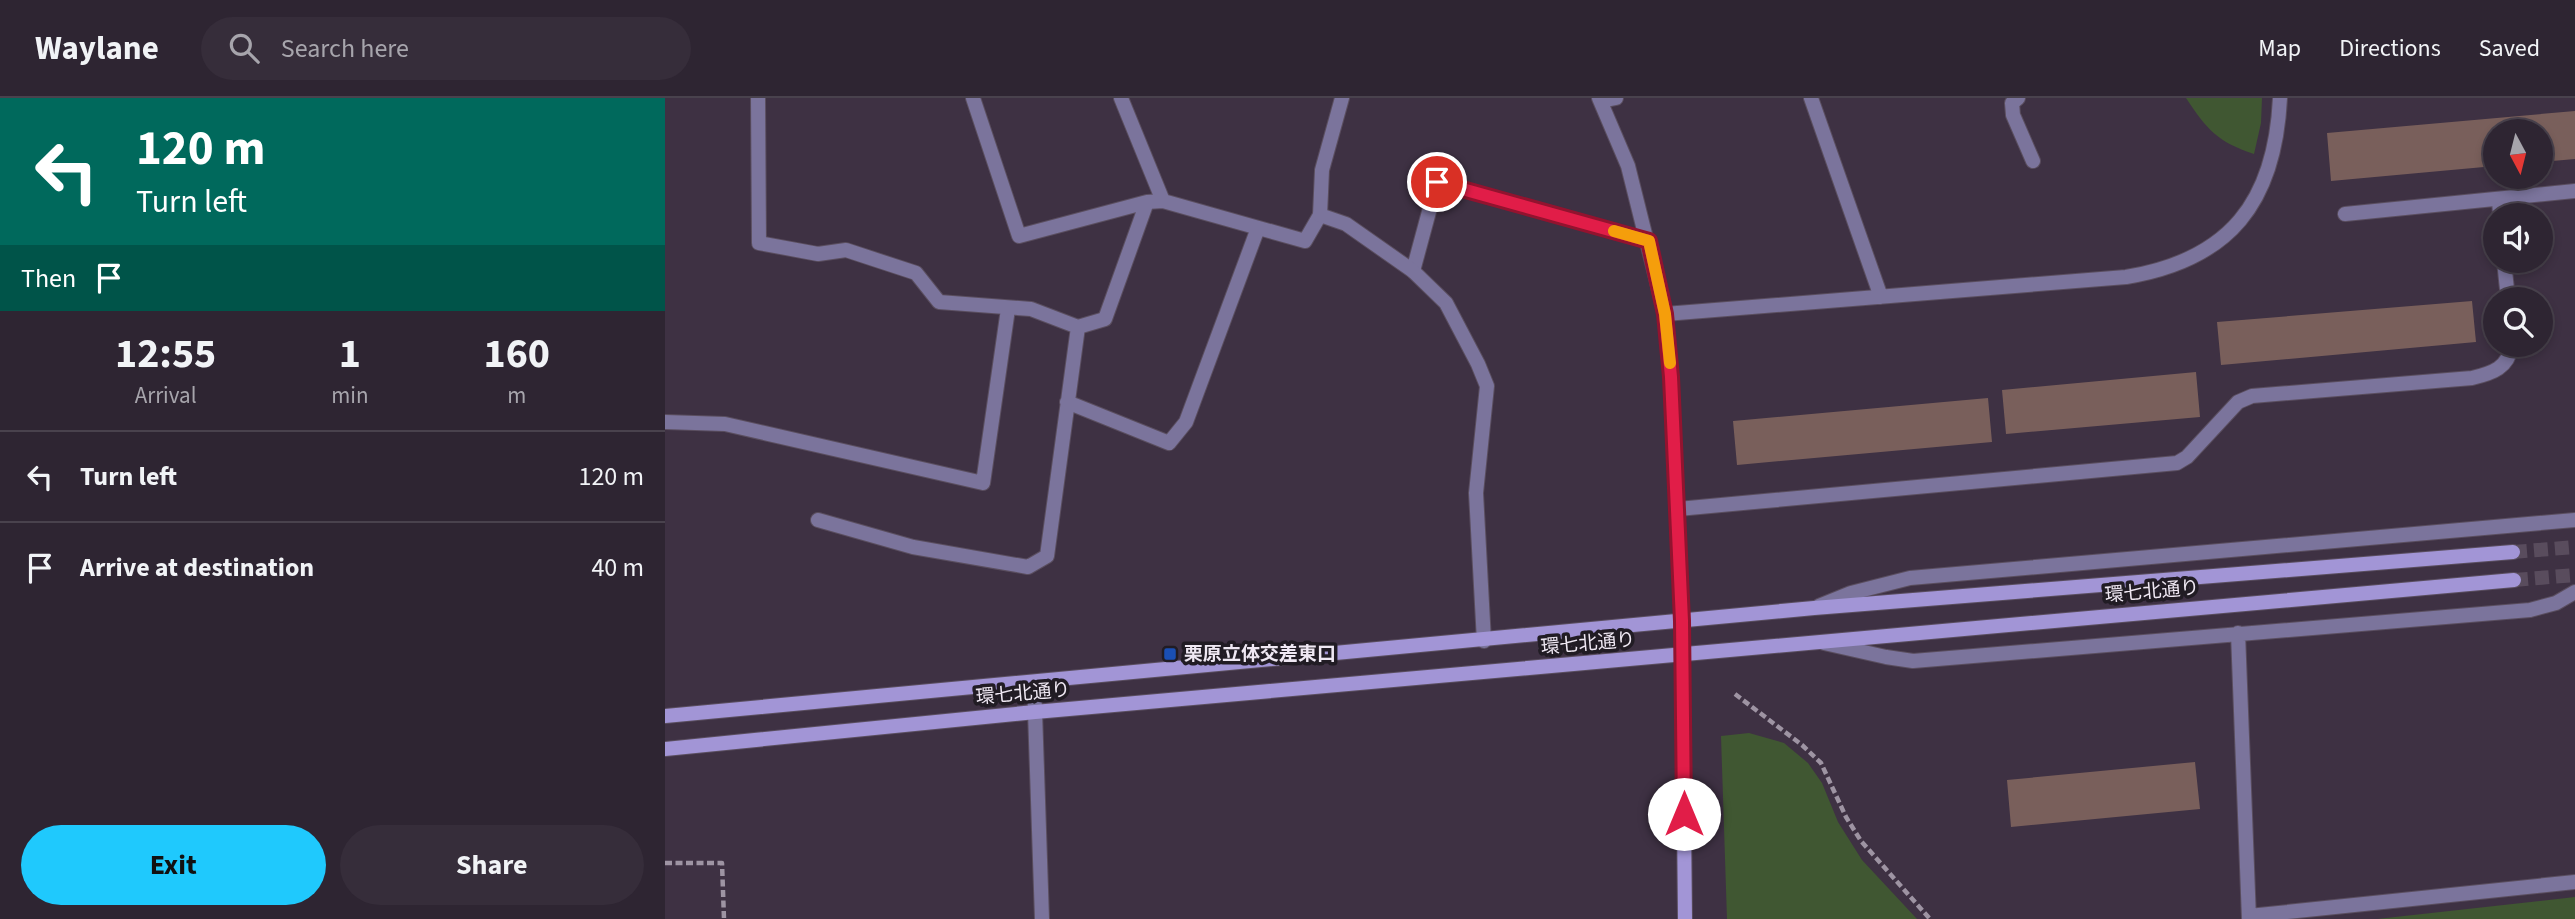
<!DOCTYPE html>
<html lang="en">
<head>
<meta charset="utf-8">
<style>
	:root { --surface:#2e2532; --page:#362d3a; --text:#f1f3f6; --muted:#a7a5ac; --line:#49424d; --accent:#1fc9fd }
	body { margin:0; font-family:"Source Sans 3","Noto Sans JP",sans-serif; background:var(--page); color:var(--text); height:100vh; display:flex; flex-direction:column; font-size:26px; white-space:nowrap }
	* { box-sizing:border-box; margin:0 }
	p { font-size:23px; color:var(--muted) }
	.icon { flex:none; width:38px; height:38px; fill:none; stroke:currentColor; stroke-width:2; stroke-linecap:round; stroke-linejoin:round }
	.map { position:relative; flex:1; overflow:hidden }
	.details { display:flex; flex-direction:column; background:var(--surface); width:665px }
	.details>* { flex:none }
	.top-card { background:#00695c; color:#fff; overflow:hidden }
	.needle { width:46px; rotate:173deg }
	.tools { position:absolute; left:1818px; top:21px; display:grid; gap:14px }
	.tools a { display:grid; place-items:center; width:70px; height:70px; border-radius:50%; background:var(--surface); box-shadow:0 4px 10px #0003,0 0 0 2px var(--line); font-size:35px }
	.pin { position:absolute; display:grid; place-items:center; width:60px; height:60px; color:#fff; margin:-30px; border:4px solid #fff; border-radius:50%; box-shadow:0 2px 7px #0007 }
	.me { position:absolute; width:77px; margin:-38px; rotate:0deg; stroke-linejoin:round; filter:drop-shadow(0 0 5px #0008) }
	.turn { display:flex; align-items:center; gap:24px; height:147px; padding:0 21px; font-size:32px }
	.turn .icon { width:91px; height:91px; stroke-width:2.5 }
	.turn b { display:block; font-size:49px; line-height:60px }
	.then { display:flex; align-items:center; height:66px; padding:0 21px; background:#0003; gap:14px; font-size:26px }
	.eta { display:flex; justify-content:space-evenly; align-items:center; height:119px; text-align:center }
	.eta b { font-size:42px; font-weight:700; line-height:49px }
	.action { display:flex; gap:14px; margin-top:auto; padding:14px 21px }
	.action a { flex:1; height:80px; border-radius:42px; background:var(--accent); color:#111; font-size:28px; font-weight:700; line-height:80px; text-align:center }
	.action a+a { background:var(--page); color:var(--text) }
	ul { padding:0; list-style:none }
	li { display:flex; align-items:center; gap:21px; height:91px; padding:0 21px; border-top:2px solid var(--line) }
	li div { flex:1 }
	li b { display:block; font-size:26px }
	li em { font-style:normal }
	header { display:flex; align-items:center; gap:42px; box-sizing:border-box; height:98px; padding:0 35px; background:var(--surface); border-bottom:2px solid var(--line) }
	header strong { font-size:33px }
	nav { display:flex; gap:38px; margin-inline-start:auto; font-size:24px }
	.search { width:490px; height:63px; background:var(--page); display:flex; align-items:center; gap:18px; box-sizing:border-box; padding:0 24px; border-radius:38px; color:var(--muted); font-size:26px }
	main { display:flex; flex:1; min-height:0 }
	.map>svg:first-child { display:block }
	.green { fill:#405732 }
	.building { fill:#795f5b }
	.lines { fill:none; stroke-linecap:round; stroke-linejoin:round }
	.secondary-tunnel { stroke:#594c5d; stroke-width:14; stroke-dasharray:14 7; stroke-linecap:butt }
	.lane-casing { stroke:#5a4e5f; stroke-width:16 }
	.street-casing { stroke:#5a4e5f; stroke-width:16 }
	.secondary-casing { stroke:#5a4e5f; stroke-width:16 }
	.path { stroke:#9e94a3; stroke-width:4.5; stroke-dasharray:7 3.5; stroke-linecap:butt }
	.lane { stroke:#7b749c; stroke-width:14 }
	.street { stroke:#7b749c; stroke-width:14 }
	.secondary { stroke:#a295d6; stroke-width:14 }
	.route-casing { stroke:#92132f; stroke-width:18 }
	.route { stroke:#e11d48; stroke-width:12 }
	.slow { stroke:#f59e0b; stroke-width:12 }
	.transit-dot { fill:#1a4fb4; stroke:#211c24; stroke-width:2.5 }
	.labels { text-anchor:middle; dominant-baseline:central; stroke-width:7; stroke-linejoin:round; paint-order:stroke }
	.street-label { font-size:19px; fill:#efe8f3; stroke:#211c24 }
	.poi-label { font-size:19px; font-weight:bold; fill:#efe8f3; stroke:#211c24; text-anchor:start }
</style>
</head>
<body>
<header>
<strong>Waylane</strong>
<div class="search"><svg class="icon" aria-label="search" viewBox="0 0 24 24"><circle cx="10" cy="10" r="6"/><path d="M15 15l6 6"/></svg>Search here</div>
<nav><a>Map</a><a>Directions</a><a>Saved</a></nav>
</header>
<main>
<section class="details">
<div class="top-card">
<div class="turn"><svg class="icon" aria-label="left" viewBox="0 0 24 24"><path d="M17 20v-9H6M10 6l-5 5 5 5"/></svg><div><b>120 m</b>Turn left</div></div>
<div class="then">Then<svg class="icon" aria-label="arrive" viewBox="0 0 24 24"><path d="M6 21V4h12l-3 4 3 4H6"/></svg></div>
</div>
<div class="eta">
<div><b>12:55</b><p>Arrival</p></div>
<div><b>1</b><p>min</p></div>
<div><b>160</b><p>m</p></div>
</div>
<ul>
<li><svg class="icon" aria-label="left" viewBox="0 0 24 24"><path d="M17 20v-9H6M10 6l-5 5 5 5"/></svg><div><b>Turn left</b></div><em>120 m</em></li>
<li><svg class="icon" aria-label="arrive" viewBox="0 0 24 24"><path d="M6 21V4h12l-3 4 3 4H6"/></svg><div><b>Arrive at destination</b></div><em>40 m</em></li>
</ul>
<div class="action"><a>Exit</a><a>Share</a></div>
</section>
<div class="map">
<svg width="1910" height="821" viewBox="0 0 1910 821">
	<rect width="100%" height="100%" fill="#3e3143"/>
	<path class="green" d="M1521,0h76l-1,25 -7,31c-36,-12 -47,-24 -68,-56z
		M1084,635l35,10 24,20 14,20 16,39 24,38 55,59h-190l-6,-183z
		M1910,799v22h-198z"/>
	<path class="building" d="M1910,13v48l-34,3v-31h-46v35l-164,15 -4,-48z
		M1807,203l4,41 -255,23 -4,-43z
		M1531,274l4,45 -194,17 -4,-44z
		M1323,300l4,44 -255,23 -4,-44z
		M1530,664l5,47 -189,18 -4,-47z"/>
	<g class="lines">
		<path class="secondary-tunnel" d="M1848,454l62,-5
			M1849,482l61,-5"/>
		<defs>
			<path id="lane" d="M93,0l1,145 59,11 28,-4 70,23 23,29 92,7 47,18 27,-8 42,-117
				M308,0l46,138 128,-34 16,-1 142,40 15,-26
				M456,0l42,103
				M1353,0l-6,5 1,12 20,46
				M1834,101l1,16
				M1680,116l230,-23
				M1839,163l4,38
				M748,173l24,-89 211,59
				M402,304l102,41 17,-21 72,-194
				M0,324l60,2 258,59 25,-174
				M1013,411l499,-46 10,-6 51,-55 14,-6 220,-18c21,-5 36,-10 40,-33
				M153,422l95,27 115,20 19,-11 31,-229"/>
			<path id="street" d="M677,0l-20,72 -2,45 26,9 67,47 33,32 32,61 9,22 -11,107 8,148
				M934,0l29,68 37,148 6,63 11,244
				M1146,0l70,199
				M936,3l15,-3
				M1000,216l461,-37c104,-17 149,-75 154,-179
				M1154,508l32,-13 59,-15 665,-58
				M1573,535l11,286
				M1159,545l62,14 27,4 617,-51 26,-7 19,-11
				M369,584l8,237
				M1584,818l326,-34"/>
			<path id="secondary" d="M1017,523l3,298
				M0,618l1149,-108 699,-56
				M0,651l370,-37 1479,-132"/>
		</defs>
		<use href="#lane" class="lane-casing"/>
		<use href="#street" class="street-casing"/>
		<use href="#secondary" class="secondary-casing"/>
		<path class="path" d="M1070,596l67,51 19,18 25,54 15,24 69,78
			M0,765h57l2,56"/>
		<use href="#lane" class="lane"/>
		<use href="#street" class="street"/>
		<use href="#secondary" class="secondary"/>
	</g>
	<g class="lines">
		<defs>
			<path id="route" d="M772,84l212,59 16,73 6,63 11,244 2,193"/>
		</defs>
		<use href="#route" class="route-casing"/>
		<use href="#route" class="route"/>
		<path class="slow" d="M949,133l35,10 16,73 5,49"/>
	</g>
	<rect class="transit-dot" x="498" y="549" width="14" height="14" rx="3.5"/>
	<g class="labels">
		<g class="street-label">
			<text transform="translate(1487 494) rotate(-5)">環七北通り</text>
			<text transform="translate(923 546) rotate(-5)">環七北通り</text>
			<text transform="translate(358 596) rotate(-5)">環七北通り</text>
		</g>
		<g class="poi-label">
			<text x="519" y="556">栗原立体交差東口</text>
		</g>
	</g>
</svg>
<div class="tools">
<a><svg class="needle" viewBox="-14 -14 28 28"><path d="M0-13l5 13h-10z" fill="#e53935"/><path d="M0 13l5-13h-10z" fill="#a7a5ac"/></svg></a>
<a><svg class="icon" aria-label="sound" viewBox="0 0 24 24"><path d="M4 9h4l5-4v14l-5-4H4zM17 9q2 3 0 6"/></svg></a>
<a><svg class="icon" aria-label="search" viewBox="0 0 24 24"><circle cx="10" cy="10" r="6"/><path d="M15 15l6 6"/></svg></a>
</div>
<div class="pin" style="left:772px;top:84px;background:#d93025"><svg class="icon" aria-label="arrive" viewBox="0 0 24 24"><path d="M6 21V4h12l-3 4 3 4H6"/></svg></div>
<svg class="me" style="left:1019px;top:716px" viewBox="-20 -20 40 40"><circle r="19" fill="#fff"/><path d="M0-13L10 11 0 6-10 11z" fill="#e11d48"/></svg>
</div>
</main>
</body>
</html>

════════

For each line in the entries that contains the string "linecap", make a copy.

### RESPONSE FOR THIS EXERCISE
	.icon { flex:none; width:38px; height:38px; fill:none; stroke:currentColor; stroke-width:2; stroke-linecap:round; stroke-linejoin:round }
	.lines { fill:none; stroke-linecap:round; stroke-linejoin:round }
	.secondary-tunnel { stroke:#594c5d; stroke-width:14; stroke-dasharray:14 7; stroke-linecap:butt }
	.path { stroke:#9e94a3; stroke-width:4.5; stroke-dasharray:7 3.5; stroke-linecap:butt }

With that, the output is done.